Exercise description – Take every line in the entries that includes the word "controls" and copy it.
========
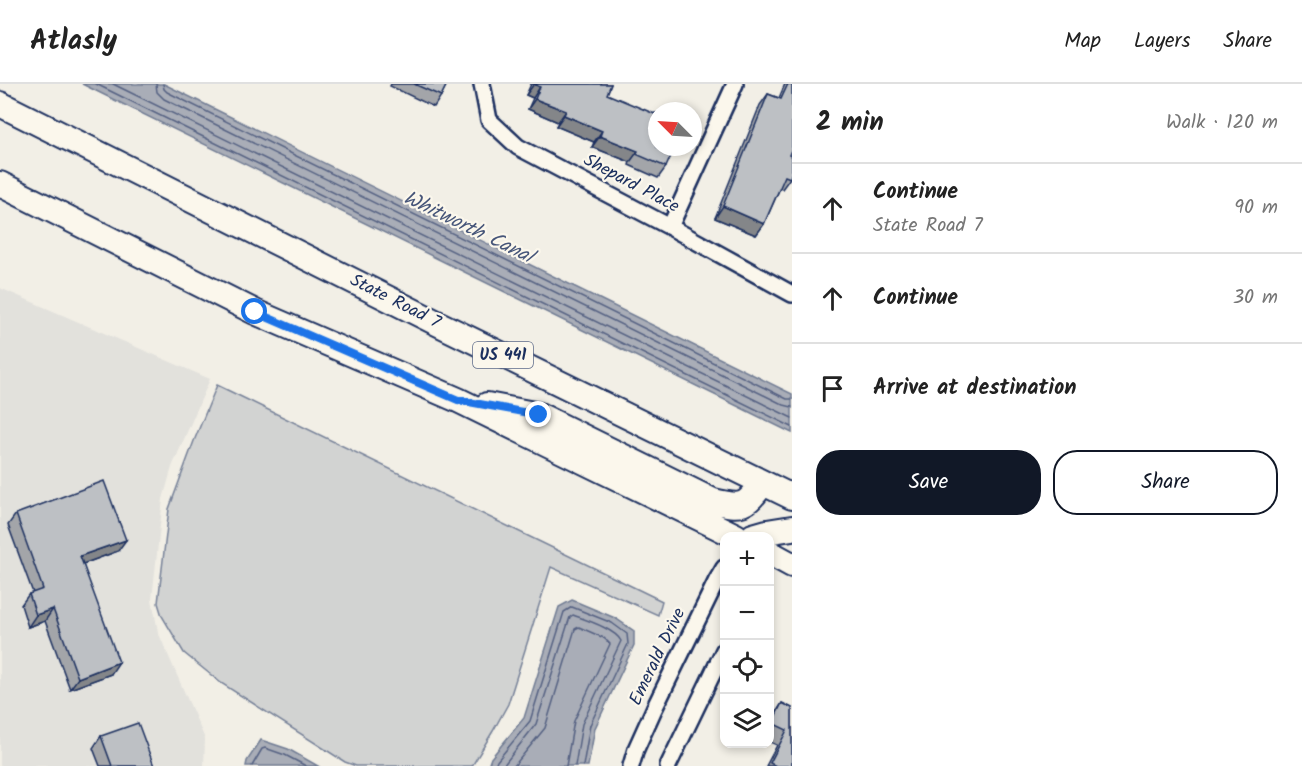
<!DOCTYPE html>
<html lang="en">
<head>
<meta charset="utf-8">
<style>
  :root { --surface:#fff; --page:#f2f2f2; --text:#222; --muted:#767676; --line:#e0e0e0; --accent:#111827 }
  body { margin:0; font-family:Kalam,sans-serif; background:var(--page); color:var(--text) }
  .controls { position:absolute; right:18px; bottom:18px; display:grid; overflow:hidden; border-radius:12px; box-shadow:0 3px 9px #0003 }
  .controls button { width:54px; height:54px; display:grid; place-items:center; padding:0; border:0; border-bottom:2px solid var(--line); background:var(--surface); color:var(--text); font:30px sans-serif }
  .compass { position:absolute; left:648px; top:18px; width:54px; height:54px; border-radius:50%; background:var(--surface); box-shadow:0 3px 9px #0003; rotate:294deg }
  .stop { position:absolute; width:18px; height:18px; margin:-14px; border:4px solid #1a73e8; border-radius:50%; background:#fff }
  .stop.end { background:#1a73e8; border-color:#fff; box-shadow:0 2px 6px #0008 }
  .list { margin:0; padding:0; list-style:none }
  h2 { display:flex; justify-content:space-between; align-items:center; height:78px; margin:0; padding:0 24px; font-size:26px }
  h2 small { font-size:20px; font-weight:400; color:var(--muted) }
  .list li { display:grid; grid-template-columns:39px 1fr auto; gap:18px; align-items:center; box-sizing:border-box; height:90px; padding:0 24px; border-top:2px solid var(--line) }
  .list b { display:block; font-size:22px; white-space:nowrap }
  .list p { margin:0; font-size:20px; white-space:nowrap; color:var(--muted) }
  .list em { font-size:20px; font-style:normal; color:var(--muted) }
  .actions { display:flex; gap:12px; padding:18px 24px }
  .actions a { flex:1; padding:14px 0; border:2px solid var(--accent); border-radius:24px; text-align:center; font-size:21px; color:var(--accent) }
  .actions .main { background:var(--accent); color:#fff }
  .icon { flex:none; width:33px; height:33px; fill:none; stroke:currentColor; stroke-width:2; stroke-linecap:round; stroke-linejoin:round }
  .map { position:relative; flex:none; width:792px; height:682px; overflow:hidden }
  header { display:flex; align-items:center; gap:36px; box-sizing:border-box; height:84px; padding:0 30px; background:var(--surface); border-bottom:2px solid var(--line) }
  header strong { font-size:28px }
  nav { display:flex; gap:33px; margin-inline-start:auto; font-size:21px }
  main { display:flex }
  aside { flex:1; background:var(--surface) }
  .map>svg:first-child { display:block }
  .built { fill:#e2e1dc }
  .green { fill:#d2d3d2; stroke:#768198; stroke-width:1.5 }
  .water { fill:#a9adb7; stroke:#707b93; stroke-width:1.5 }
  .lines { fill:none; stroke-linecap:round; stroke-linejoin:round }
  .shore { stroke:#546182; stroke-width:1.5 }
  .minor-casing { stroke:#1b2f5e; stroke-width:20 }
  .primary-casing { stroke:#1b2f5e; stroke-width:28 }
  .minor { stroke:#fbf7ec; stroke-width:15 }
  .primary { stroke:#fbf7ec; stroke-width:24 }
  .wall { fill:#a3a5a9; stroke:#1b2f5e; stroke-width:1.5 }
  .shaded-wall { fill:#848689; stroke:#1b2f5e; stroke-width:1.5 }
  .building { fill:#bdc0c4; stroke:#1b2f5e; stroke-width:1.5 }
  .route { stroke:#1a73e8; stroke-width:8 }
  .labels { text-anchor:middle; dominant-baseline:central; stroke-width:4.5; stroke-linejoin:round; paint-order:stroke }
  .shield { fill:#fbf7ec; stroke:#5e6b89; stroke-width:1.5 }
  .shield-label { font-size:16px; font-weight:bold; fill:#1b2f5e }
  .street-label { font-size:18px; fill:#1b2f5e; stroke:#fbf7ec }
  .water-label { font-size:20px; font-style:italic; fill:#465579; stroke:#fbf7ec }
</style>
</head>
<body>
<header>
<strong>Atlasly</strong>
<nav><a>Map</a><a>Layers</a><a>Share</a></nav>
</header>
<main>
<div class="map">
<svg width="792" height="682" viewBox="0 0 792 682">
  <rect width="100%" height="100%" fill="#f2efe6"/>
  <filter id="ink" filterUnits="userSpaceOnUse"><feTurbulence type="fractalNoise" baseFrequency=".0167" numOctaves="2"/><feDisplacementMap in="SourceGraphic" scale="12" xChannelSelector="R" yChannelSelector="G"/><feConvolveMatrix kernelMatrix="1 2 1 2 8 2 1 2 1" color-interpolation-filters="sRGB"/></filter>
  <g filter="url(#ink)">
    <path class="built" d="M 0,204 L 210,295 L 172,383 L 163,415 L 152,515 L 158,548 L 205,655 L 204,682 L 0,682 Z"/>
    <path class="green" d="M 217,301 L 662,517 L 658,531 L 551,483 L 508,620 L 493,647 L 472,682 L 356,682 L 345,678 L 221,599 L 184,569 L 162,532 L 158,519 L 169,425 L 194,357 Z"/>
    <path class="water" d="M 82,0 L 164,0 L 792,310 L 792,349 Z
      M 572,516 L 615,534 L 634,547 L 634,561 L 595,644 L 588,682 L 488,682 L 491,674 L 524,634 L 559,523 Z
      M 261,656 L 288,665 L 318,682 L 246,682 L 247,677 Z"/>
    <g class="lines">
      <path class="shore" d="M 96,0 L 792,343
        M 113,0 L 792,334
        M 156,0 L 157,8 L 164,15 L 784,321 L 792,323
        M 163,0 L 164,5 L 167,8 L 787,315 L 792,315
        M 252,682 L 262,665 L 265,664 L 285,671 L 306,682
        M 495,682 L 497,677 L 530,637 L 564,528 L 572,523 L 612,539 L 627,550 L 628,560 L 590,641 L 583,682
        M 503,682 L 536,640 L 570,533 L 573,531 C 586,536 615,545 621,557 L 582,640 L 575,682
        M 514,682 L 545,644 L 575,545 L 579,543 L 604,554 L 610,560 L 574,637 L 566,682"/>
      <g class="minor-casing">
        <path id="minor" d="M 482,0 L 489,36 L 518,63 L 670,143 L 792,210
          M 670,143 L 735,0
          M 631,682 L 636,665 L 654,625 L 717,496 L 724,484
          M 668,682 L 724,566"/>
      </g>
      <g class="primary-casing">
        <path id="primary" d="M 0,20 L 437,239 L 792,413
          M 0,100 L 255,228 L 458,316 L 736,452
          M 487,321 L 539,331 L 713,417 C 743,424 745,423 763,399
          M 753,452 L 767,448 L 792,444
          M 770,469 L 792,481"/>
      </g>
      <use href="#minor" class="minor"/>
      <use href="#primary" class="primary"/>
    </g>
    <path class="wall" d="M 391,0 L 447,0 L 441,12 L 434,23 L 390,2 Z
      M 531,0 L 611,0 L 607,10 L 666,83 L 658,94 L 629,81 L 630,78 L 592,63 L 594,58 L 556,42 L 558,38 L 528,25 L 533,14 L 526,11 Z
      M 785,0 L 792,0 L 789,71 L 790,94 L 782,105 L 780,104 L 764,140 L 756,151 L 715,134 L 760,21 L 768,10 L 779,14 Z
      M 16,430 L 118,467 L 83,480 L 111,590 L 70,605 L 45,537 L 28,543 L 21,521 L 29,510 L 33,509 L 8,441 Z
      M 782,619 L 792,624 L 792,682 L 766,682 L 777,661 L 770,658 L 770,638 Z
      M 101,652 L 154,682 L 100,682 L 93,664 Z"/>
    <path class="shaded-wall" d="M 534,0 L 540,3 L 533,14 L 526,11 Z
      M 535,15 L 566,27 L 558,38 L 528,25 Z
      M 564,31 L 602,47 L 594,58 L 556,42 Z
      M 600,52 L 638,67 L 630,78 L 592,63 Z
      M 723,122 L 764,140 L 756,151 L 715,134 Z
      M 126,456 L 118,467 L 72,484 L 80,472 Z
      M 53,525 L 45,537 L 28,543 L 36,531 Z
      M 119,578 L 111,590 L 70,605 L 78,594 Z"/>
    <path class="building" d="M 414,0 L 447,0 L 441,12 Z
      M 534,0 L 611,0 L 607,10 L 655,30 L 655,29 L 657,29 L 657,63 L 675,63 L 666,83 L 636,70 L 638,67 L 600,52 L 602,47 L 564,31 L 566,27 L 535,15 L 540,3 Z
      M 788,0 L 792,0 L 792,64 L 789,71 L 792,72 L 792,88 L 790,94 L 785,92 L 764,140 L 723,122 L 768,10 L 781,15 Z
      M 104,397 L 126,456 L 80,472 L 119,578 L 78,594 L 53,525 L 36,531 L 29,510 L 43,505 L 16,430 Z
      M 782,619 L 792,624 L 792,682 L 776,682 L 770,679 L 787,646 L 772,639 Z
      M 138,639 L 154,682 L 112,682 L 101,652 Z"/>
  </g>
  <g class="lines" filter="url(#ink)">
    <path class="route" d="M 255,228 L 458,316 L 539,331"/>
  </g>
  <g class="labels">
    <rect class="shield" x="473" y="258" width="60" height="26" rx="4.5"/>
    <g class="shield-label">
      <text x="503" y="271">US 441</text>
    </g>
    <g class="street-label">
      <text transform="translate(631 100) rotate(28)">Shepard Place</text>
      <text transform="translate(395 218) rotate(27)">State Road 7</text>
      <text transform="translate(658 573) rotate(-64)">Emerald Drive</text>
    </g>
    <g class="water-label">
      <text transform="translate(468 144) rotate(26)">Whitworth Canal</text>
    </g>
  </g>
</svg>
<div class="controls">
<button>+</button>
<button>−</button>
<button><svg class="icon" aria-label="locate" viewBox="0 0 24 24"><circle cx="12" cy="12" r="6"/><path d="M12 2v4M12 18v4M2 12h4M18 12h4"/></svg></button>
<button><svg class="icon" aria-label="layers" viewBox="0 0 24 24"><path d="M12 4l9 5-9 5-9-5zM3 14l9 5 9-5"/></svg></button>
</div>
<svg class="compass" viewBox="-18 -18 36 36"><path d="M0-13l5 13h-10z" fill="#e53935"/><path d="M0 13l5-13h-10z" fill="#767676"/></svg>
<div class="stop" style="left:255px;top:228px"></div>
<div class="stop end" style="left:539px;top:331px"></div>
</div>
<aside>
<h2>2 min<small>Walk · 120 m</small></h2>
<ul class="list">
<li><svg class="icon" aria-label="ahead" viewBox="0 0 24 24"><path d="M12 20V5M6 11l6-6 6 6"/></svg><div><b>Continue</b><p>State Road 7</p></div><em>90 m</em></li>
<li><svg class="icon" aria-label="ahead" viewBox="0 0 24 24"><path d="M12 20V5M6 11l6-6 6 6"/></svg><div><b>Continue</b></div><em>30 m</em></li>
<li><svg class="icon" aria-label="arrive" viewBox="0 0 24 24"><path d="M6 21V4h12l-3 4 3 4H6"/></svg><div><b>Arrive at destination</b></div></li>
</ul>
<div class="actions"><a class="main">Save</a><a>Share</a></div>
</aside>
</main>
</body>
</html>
========
Problem solution –
  .controls { position:absolute; right:18px; bottom:18px; display:grid; overflow:hidden; border-radius:12px; box-shadow:0 3px 9px #0003 }
  .controls button { width:54px; height:54px; display:grid; place-items:center; padding:0; border:0; border-bottom:2px solid var(--line); background:var(--surface); color:var(--text); font:30px sans-serif }
<div class="controls">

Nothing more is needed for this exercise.